If you are buying options look for the big wins. Most of the time you will lose but once in a while an option will pay off so well that it will make up for all of the smaller losses. The stock market can be at times very volatile. Who would have imagined that the stock market could drop so suddenly to just over 6000 when it had been so recently as high as 13000. You can use this volatility to your advantage by purchasing.
Making Money Writing Covered Calls
Writing covered calls can be a great way to make an income owning stocks that you already love. Writing covered calls can create a win – win situation where if the stock meets the strike price you sell out for a price that you are already happy to get. And if the strike price isn’t reached you can keep the premium for writing the option.
A covered call option takes its name from the fact that the binary option is covered by the stock that you already own. You already have in your possession the stock so if the option is exercised you can provide this stock.
Buying Low Priced Stocks
If you decide that you want to try writing covered calls then you should look at stocks with a low price.
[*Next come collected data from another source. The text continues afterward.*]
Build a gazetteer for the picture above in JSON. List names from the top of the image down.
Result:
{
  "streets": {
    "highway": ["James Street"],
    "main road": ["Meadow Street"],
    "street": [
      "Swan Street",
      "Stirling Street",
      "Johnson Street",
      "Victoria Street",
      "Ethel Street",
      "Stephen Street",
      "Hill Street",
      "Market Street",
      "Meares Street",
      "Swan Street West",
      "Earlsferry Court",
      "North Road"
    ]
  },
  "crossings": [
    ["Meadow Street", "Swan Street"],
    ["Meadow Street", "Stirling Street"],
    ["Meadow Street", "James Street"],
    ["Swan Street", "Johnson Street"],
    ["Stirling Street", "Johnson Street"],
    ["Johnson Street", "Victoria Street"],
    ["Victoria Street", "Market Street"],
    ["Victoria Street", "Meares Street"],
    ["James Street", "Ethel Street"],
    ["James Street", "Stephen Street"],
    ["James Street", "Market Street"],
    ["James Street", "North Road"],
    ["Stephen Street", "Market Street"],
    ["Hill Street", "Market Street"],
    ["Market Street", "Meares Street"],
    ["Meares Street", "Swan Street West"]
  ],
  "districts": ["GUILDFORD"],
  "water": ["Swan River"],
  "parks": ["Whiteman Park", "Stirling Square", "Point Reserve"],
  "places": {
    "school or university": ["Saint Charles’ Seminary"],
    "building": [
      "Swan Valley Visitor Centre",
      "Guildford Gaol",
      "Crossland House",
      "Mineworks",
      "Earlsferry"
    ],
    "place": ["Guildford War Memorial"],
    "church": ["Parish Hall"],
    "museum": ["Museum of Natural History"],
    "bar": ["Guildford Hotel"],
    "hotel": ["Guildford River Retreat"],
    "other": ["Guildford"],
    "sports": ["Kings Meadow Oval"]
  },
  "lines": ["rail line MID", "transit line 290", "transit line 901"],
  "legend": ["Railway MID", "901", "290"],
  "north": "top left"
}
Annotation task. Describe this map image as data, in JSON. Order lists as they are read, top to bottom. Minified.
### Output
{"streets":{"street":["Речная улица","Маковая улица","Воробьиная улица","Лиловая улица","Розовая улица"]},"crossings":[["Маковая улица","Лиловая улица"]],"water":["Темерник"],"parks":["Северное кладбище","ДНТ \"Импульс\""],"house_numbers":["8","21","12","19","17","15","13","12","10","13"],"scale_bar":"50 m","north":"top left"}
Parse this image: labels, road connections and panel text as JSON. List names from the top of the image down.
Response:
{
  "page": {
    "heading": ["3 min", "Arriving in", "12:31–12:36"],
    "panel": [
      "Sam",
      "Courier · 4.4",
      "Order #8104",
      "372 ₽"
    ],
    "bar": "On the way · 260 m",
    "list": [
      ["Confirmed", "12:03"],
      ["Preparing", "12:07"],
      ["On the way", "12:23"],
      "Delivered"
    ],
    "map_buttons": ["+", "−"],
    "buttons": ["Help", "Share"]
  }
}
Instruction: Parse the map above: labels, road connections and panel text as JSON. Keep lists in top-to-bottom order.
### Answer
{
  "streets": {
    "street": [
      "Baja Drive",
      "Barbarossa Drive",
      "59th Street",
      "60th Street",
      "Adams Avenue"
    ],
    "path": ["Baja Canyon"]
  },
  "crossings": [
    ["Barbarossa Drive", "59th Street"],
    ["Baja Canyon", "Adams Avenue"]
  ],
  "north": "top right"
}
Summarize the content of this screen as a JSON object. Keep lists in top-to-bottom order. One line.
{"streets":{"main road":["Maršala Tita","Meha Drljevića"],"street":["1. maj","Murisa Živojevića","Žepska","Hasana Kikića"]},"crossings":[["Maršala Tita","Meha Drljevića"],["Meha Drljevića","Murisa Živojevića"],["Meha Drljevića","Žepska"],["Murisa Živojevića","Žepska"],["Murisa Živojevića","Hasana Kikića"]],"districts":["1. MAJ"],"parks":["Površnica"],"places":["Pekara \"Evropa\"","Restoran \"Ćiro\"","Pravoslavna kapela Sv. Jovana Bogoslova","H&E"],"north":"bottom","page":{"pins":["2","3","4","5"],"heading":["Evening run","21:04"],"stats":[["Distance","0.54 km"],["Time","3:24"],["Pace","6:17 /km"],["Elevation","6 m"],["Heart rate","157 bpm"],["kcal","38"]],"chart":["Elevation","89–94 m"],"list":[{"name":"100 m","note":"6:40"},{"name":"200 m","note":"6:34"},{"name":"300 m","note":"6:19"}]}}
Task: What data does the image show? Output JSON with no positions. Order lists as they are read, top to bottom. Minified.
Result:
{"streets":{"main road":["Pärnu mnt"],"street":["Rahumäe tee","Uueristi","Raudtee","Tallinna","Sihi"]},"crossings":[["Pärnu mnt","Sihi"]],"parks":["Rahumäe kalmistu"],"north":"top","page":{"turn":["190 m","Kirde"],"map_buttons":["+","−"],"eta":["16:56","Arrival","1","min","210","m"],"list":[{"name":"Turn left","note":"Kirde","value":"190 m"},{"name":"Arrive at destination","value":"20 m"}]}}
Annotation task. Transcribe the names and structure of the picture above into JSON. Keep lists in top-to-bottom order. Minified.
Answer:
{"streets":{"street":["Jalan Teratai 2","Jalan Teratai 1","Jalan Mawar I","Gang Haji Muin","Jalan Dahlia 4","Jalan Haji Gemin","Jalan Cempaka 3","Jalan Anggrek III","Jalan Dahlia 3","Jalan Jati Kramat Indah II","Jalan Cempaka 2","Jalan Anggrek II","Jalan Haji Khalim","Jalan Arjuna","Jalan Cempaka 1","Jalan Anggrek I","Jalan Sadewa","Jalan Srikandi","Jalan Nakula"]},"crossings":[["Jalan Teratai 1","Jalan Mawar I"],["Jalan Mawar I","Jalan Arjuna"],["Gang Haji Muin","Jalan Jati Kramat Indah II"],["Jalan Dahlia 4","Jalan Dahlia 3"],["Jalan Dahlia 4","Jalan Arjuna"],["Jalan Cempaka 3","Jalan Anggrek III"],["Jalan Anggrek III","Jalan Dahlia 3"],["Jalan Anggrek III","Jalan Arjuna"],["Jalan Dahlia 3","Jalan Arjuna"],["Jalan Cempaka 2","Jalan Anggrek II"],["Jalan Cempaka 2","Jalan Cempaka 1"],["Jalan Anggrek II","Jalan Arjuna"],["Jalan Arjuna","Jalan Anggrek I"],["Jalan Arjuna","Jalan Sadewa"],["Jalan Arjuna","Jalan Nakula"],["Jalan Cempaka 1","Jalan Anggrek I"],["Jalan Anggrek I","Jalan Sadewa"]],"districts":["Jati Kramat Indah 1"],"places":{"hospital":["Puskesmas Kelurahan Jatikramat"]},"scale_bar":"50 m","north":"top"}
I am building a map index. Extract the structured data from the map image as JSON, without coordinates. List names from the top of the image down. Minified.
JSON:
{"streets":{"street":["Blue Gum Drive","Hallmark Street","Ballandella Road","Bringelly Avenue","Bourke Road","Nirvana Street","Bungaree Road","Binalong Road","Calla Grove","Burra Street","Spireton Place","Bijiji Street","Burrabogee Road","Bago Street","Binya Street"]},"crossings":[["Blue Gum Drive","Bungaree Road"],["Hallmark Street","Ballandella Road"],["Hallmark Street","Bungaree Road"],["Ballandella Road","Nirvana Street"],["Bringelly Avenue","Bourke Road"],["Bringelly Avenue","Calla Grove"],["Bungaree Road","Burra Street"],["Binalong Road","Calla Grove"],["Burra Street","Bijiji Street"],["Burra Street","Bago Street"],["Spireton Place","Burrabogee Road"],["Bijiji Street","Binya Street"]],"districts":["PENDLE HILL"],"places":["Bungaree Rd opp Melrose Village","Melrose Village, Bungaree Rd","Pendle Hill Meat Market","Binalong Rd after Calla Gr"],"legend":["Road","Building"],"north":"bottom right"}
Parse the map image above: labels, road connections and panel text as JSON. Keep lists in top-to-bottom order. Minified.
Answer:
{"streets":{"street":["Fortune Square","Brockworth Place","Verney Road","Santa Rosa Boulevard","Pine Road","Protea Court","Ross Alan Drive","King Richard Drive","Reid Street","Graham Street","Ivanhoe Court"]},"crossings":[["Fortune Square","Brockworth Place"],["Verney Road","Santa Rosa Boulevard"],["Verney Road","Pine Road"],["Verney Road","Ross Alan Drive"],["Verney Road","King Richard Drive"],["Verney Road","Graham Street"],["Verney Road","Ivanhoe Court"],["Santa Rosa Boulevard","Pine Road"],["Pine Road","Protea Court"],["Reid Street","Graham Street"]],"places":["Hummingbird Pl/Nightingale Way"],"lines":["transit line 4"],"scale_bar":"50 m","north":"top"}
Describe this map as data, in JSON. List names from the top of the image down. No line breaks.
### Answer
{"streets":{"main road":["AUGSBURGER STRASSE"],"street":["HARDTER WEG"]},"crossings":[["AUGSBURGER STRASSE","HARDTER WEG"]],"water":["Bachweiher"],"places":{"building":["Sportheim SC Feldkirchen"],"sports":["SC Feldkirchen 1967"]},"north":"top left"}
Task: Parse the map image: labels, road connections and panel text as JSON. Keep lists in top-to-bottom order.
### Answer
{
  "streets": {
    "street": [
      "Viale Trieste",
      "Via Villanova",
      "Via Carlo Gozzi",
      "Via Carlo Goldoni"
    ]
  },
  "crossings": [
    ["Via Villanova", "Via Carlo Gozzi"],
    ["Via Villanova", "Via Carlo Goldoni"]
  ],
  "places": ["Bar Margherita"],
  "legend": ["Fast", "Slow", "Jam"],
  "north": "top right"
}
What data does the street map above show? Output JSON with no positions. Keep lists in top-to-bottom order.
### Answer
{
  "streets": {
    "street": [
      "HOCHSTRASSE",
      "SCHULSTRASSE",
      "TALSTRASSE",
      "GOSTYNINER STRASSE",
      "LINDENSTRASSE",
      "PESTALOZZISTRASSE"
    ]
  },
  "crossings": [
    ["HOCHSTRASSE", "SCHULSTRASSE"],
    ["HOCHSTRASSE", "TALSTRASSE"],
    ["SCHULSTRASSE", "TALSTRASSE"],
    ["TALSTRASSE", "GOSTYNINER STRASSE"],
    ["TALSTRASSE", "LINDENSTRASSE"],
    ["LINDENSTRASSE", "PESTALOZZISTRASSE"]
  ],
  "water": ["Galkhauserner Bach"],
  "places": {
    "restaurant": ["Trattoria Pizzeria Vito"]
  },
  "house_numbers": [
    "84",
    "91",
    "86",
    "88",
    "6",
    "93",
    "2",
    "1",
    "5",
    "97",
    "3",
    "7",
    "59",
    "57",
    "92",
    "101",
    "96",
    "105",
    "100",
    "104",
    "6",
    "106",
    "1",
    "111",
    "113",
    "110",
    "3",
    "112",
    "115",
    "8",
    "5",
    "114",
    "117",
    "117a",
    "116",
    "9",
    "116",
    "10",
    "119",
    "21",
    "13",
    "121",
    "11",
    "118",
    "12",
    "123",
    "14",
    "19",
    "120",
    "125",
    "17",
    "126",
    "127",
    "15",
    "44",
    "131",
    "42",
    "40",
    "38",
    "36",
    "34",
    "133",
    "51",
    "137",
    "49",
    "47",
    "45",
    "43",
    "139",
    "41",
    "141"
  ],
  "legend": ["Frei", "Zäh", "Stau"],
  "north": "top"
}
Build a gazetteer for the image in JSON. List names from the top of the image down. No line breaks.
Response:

The premium offered calls on low priced stocks tends to be higher as a percentage of the purchase price.
However if do decide to purchase low priced stocks for the purpose of calls keep in mind that you should never buy a stock solely because the share price is low and you want to be able to collect the premium that is offered. Remember that your potential loss is your entire investment in the stock if the company was to bankrupt.
Study and learn as much as you can about binary options trading. But also you must get started at some point. Until you put money on the table and you start taking risks you will never learn what it is really like to be an option trader. Also having real money at risk is a very good motivator to learn.